* [Task instructions]
Tell me how many lines in the data include "from", and keep the reply to that number.

* [Given information]
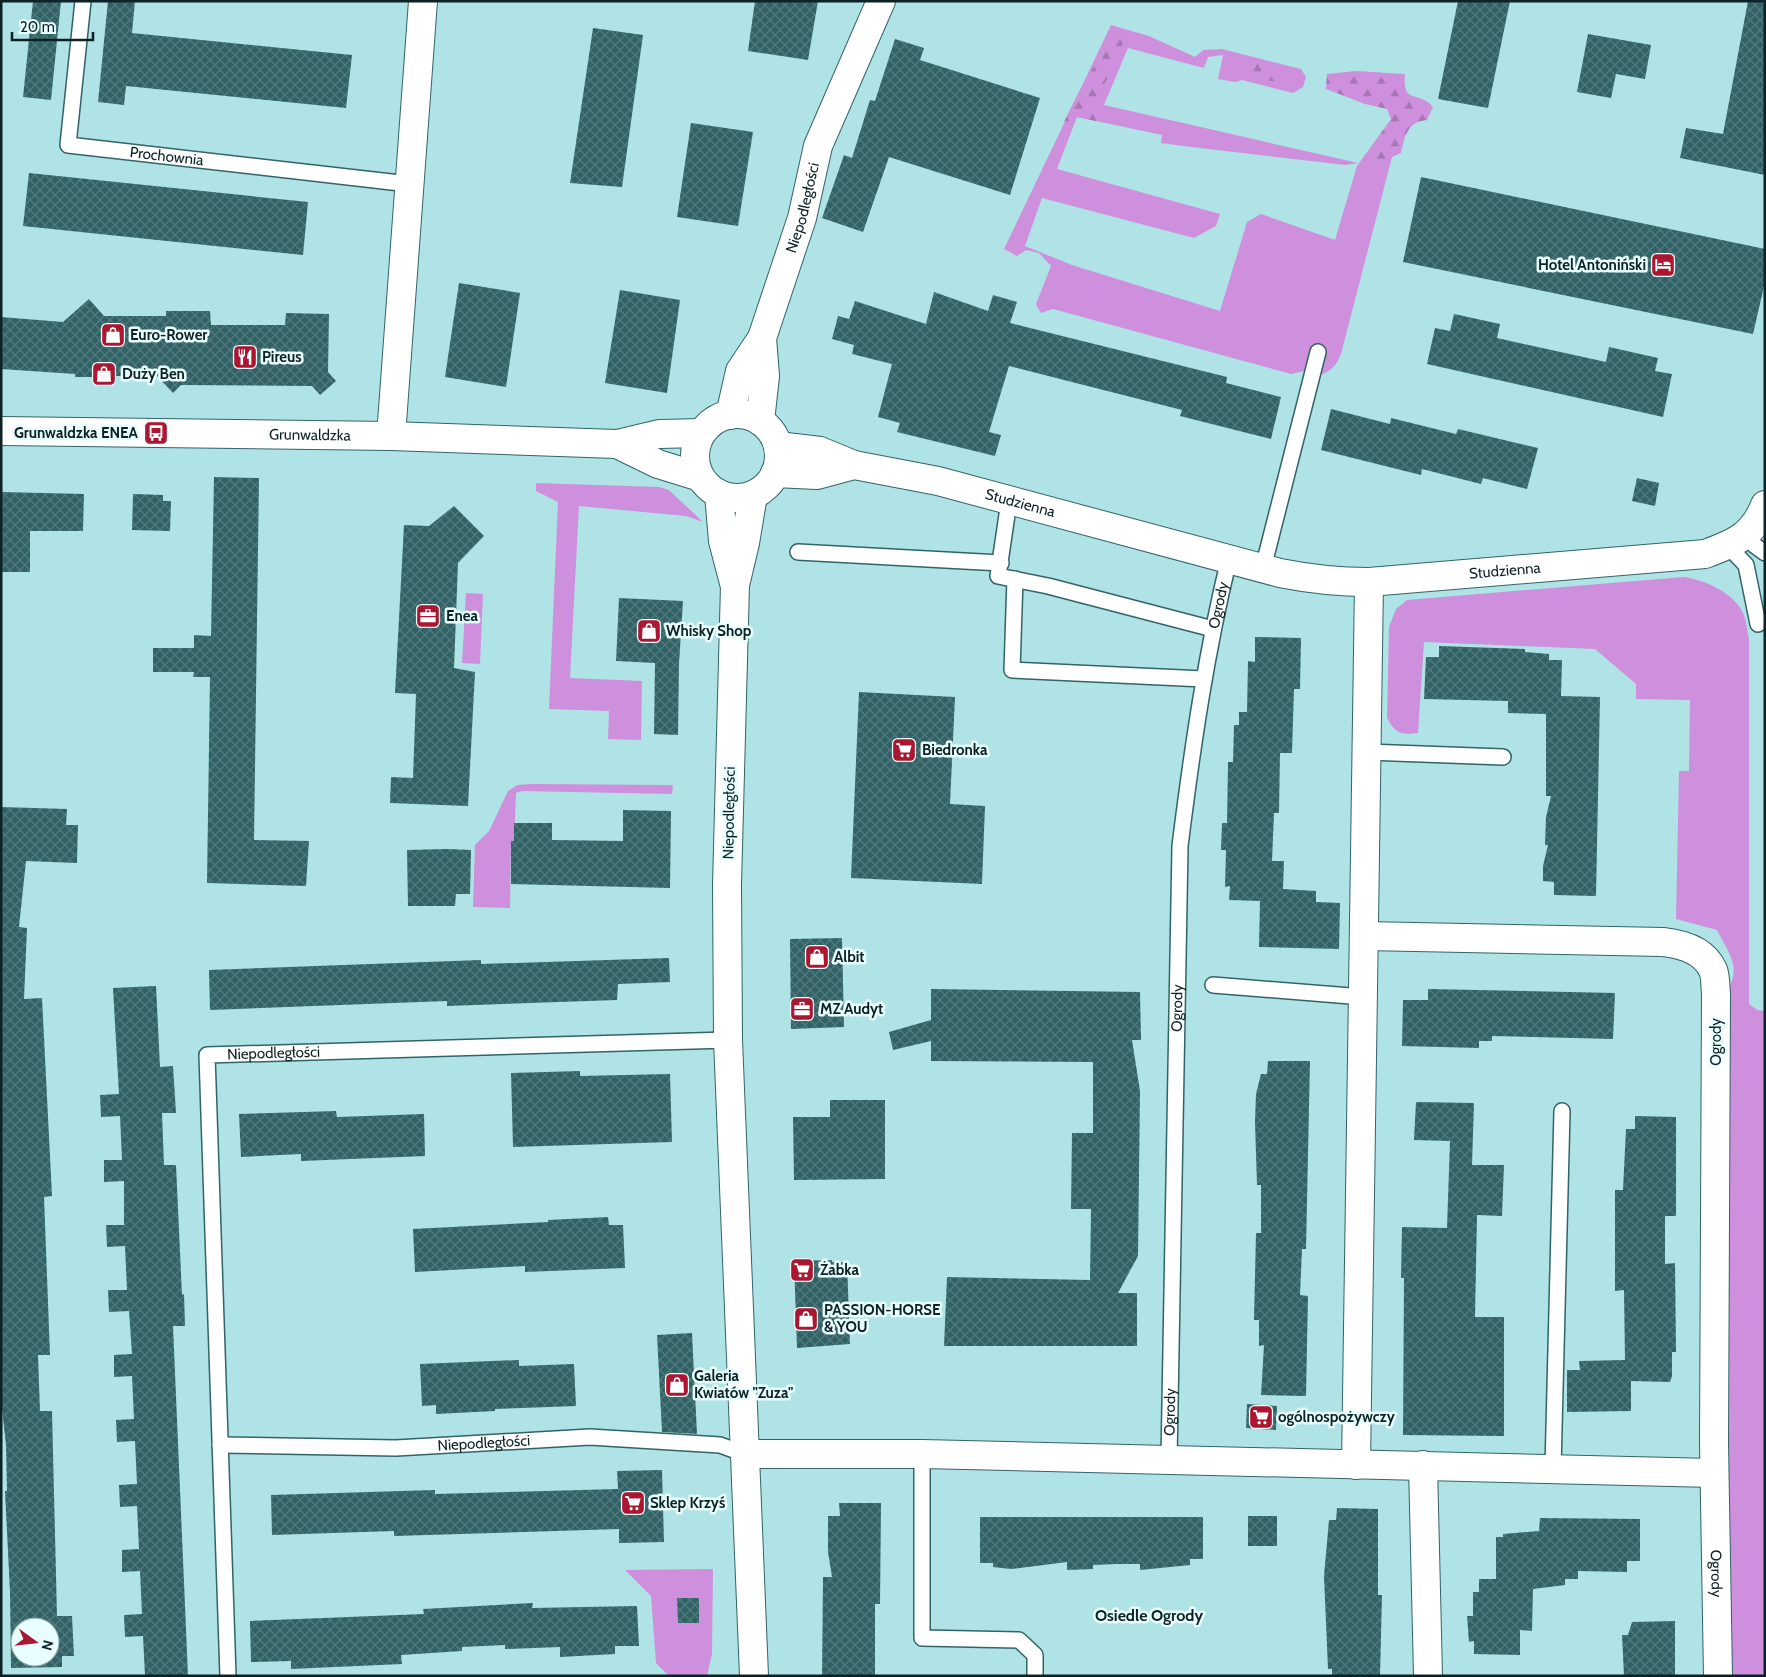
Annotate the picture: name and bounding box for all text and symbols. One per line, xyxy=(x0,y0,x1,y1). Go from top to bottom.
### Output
* * *
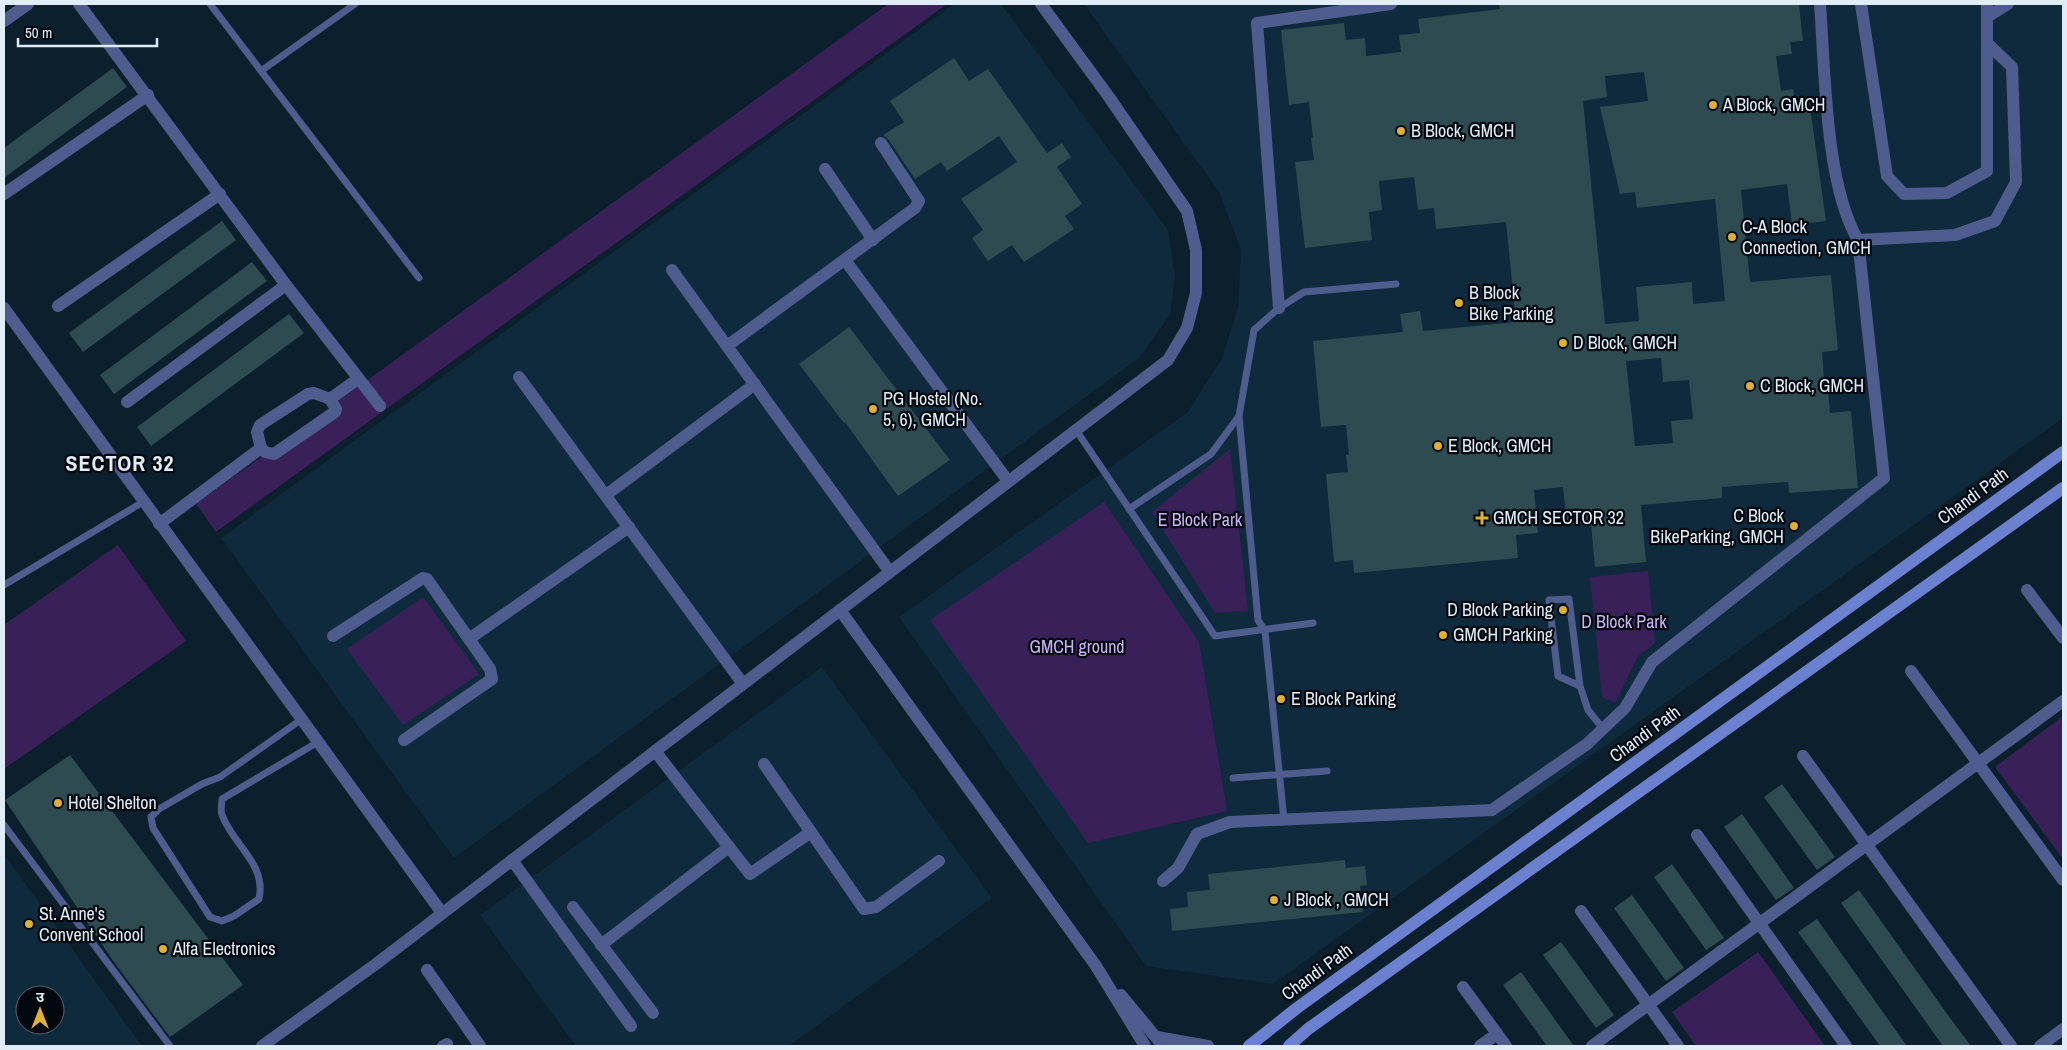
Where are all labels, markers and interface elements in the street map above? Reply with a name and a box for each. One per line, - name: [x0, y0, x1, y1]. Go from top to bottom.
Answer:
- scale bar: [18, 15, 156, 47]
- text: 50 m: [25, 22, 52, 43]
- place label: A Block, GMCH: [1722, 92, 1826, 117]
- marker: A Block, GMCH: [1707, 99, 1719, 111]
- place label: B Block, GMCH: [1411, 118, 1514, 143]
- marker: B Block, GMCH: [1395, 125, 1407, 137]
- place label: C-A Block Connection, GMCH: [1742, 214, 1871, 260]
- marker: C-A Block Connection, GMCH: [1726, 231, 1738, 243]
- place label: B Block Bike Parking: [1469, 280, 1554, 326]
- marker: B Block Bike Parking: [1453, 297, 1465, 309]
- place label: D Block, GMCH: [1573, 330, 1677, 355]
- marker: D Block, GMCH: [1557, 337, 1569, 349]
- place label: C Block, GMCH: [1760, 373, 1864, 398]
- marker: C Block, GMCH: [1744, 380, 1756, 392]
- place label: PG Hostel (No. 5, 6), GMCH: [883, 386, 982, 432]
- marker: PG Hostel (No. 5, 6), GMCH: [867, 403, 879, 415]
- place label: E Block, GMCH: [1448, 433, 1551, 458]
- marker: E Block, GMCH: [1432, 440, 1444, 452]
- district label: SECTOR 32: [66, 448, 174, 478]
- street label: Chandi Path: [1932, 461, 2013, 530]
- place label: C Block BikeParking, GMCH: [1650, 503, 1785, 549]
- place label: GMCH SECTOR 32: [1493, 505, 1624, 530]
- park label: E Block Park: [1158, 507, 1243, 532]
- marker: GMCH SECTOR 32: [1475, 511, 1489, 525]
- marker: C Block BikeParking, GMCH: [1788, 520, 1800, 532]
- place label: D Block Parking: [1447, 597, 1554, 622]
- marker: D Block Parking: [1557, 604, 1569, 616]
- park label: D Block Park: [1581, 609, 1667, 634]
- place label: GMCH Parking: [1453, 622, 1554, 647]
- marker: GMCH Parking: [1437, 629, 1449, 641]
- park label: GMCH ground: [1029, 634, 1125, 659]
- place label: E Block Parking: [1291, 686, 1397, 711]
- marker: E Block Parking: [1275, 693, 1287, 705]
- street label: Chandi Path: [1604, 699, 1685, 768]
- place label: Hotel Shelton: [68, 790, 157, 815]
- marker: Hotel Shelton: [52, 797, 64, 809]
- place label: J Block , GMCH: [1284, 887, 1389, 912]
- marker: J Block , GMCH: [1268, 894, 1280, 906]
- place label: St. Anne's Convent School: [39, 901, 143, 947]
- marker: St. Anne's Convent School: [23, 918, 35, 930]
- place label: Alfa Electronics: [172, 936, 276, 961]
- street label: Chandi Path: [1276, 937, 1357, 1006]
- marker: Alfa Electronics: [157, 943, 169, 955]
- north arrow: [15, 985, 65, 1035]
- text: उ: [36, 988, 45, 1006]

* [Completed exercise]
2